To investigate whether there was a causatory link, the researchers then took a group of normal mice and mice that had been genetically modified to be unable to produce HIF1, and induced them to get their periods once a month, by giving them injections of oestrogen and progesterone that mirrored the human cycle.

They found that 16 hours after bleeding had stopped, the uterus of normal mice were already showing signs of repair. But the mice without HIF1 showed no signs of recovery, even within a 24 hour window.

That suggests that HIF1 might play an important role in repairing the lining of the uterus to stop the bleeding, and when it's not present in high enough levels, heavy blood loss continues.

That hypothesis is backed up by the fact that women with heavy menstrual bleeding often have longer periods too, lasting on average two extra days, Maybin told New Scientist.

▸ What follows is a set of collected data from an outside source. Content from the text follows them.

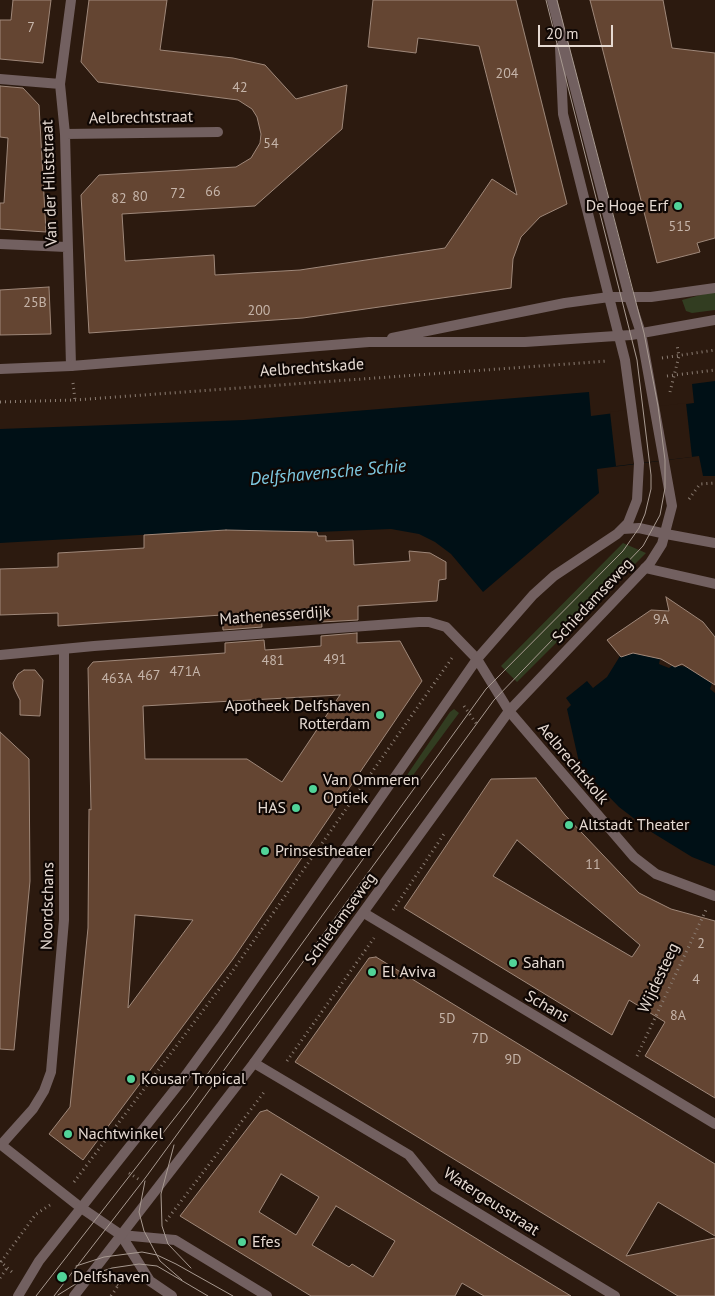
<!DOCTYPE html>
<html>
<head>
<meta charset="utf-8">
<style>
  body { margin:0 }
  #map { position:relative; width:715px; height:1296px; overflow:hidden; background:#2c1a0f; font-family:"PT Sans",sans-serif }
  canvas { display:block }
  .scale { position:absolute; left:538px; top:25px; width:75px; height:22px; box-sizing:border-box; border:2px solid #e6dad2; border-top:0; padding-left:6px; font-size:15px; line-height:18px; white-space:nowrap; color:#e6dad2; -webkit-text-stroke:4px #0f0704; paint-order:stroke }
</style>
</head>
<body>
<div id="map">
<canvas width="715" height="1296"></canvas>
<div class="scale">20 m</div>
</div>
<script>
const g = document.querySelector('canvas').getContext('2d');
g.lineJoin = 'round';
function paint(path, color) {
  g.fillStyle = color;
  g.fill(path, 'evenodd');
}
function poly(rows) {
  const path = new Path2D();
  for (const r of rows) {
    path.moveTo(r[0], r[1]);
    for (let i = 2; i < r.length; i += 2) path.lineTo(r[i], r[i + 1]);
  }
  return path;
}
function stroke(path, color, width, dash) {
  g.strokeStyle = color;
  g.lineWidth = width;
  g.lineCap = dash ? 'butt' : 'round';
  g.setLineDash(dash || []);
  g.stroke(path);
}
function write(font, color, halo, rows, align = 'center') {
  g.font = font + ' "PT Sans",sans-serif';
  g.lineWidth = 4.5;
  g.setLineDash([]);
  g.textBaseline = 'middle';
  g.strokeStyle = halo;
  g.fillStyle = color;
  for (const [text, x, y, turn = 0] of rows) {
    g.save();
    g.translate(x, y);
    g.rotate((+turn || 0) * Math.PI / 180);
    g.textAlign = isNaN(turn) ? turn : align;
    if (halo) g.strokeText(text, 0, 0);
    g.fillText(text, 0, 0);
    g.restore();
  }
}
paint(poly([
  [715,291,715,310,692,313,686,311,682,300],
  [623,543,646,553,517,682,501,666],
  [454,709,459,713,411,778,407,775,450,712]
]), '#323d21');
paint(poly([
  [715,381,715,476,703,476,699,456,597,469,599,493,483,592,451,554,435,542,419,534,391,529,317,532,226,530,0,543,0,429,244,420,589,392,591,416,694,403,692,384],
  [633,653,660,659,659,664,669,668,673,665,687,667,712,683,710,689,715,693,715,866,692,857,653,833,619,807,580,767,567,709,571,705,566,698,587,681,593,688,607,677,620,656]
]), '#001016');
paint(poly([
  [686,403,692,457,616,466,610,412]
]), '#2c1a0f');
const building = poly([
  [13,0,51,0,43,63,0,59,0,20,11,20,13,0],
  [89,0,167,0,160,50,233,58,265,65,296,99,347,85,342,129,255,206,122,214,125,261,214,255,215,275,300,270,445,248,492,179,517,195,479,46,418,38,416,53,368,47,373,0,516,0,567,204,540,217,521,237,513,259,511,288,303,318,89,333,81,195,99,175,236,167,251,158,260,143,261,134,257,117,252,109,238,100,98,82,81,62,89,0],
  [590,0,663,0,672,48,715,53,715,238,697,243,700,252,657,263,590,0],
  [0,86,23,88,39,105,46,232,0,229,0,203,4,203,8,138,0,137,0,86],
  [49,287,51,334,0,335,0,290,49,287],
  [226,530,317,532,318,536,326,536,326,541,353,540,354,565,410,561,409,551,430,553,446,562,446,579,439,580,437,601,358,606,358,620,321,622,321,608,261,612,262,627,223,630,222,615,58,626,58,613,0,615,0,569,58,567,58,553,144,548,144,535,226,530],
  [666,597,703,622,715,637,715,685,682,664,675,667,661,659,633,653,621,657,607,640,651,610,669,611,666,597],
  [357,633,357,643,400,641,422,681,233,959,83,1160,49,1134,70,1107,88,928,89,809,91,810,88,668,93,662,225,653,225,643,264,640,265,650,321,646,321,636,357,633],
  [340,695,282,782,247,759,145,759,143,706,340,695],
  [135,915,193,920,128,1008,135,915],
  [24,670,35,670,43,680,40,716,20,715,20,700,14,688,13,683,18,674,24,670],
  [0,732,29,759,30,881,14,1050,0,1049,0,732],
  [536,778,565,815,639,893,671,909,715,921,715,1098,645,1056,665,1022,629,1000,612,1035,404,908,491,779,536,778],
  [517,840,640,945,632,957,493,876,517,840],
  [376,957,715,1164,715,1236,658,1202,626,1256,715,1238,715,1296,678,1296,295,1062,369,958,376,957],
  [267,1110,508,1258,571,1296,484,1296,462,1283,455,1296,311,1296,180,1216,260,1112,267,1110],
  [281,1174,319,1197,296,1235,259,1212,281,1174],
  [336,1206,395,1241,373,1277,352,1264,349,1267,312,1245,336,1206]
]);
paint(building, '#644532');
stroke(building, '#9f887a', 1);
stroke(poly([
  [662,358,715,350],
  [667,376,715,370],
  [73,383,75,400],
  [670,392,679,356,677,345],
  [0,402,75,400,608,361],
  [689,499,700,484,715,483],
  [464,706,478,726],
  [393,910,444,834],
  [637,1056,706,910],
  [287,1061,374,938],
  [129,1173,141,1181],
  [74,1182,229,976,452,658],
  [166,1221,265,1091],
  [0,1261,13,1273],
  [1,1262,36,1214,50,1205],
  [0,1278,7,1268],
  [109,1279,119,1286],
  [111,1296,126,1274]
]), '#8b7d73', 3, [1, 4]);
stroke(poly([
  [71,0,60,84,65,134,71,366],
  [552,0,629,297],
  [560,47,563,114,609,297],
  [0,79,60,84],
  [65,134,218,132],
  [0,244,66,247],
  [666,534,715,543],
  [645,568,715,584],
  [0,655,94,646,419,622,429,622,446,627,477,659],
  [509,711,634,857,656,874,715,896],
  [364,913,715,1124],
  [254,1063,409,1155,435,1187,615,1296],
  [0,1144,80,1207],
  [1,1145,33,1109,44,1091,51,1072,64,920,64,650],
  [121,1235,175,1240,267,1296],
  [121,1235,150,1281,172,1296]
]), '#726060', 10);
stroke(poly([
  [392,338,565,303,609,297,651,297,715,288],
  [0,369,71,366,369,342,525,342,631,335,715,320],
  [623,529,639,528,666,534],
  [477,659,509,711],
  [80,1207,121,1235],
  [18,1296,39,1261,183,1079,221,1027,477,659,533,595,554,576,617,534,628,523,637,500,639,463,625,360,609,297],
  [74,1296,254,1063,509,711,650,563,662,544,672,506,641,333,629,297]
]), '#726060', 10);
stroke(poly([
  [174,1145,161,1194,162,1226,168,1244,191,1268],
  [145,1181,139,1212,144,1231,160,1261,182,1280],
  [76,1266,104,1257,142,1252,157,1255,176,1264,233,1296],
  [58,1295,90,1275,112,1268,139,1264,157,1266,208,1296],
  [36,1296,191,1097,486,689,623,551,639,528,645,514,651,489,651,475,637,360,546,0],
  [54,1296,146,1177,494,700,643,546,660,515,665,488,665,460,658,406,644,333,557,0]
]), '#a89a91', 1);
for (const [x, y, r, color] of [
  [678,206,5,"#51d398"],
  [380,715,5,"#51d398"],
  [313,789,5,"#51d398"],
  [296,808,5,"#51d398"],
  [569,825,5,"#51d398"],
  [265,851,5,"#51d398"],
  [513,963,5,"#51d398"],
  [372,972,5,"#51d398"],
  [131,1079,5,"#51d398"],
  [68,1134,5,"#51d398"],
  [242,1242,5,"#51d398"],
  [62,1277,6,"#51d398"]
]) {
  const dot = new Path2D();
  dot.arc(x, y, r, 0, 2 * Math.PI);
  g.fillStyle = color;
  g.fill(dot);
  stroke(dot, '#0f0704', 2);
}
write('14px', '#c6b5aa', null, [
  ["7",31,28],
  ["204",507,74],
  ["42",240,88],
  ["54",271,144],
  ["66",213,192],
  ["72",178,194],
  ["80",140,197],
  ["82",119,199],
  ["515",680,227],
  ["25B",35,303],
  ["200",259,311],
  ["9A",661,620],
  ["491",335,660],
  ["481",273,661],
  ["471A",185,672],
  ["467",149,676],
  ["463A",117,679],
  ["11",593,865],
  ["2",701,944],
  ["4",696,980],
  ["8A",678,1016],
  ["5D",447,1019],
  ["7D",480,1039],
  ["9D",513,1060]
]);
write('16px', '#e6dad2', '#0f0704', [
  ["Aelbrechtstraat",141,118,-1],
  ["Van der Hilststraat",50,183,-92],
  ["Aelbrechtskade",312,368,-4],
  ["Schiedamseweg",593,601,-47],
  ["Mathenesserdijk",275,616,-4],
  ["Aelbrechtskolk",573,764,50],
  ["Noordschans",48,906,-89],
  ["Schiedamseweg",341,919,-54],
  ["Wijdesteeg",659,978,-65],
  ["Schans",547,1007,30],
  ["Watergeusstraat",491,1202,33]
]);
write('16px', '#e6dad2', '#0f0704', [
  ["De Hoge Erf",668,206,"right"],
  ["Apotheek Delfshaven",370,706,"right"],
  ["Rotterdam",370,724,"right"],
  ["Van Ommeren",323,780],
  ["Optiek",323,798],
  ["HAS",286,808,"right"],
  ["Altstadt Theater",579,825],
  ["Prinsestheater",275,851],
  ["Sahan",523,963],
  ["El Aviva",382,972],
  ["Kousar Tropical",141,1079],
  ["Nachtwinkel",78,1134],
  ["Efes",252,1242],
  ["Delfshaven",73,1277]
], 'left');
write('italic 18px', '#7fcbe3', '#0f0704', [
  ["Delfshavensche Schie",328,473,-5]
]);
</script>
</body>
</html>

She presented her findings this week at the 2016 European Society of Human Reproduction and Embryology conference in Helsinki, Finland, but they haven't been peer-reviewed, so we can't get too carried away just yet.

This study was also incredibly small, so the results need to be replicated in a much larger group before we can say for sure that missing HIF1 is linked to heavy bleeding - something that Maybin is now working on.

But it's still exciting news, because it's one of the first real leads scientists have had as to the cause of these awful, uncomfortable, heavy periods, and Maybin hopes in the future it could help researchers find a treatment.

With scientists also narrowing down the cause of terrible period pain, and getting close to developing a condom-less male contraceptives, it's a pretty promising time to be a woman. Thank you, science.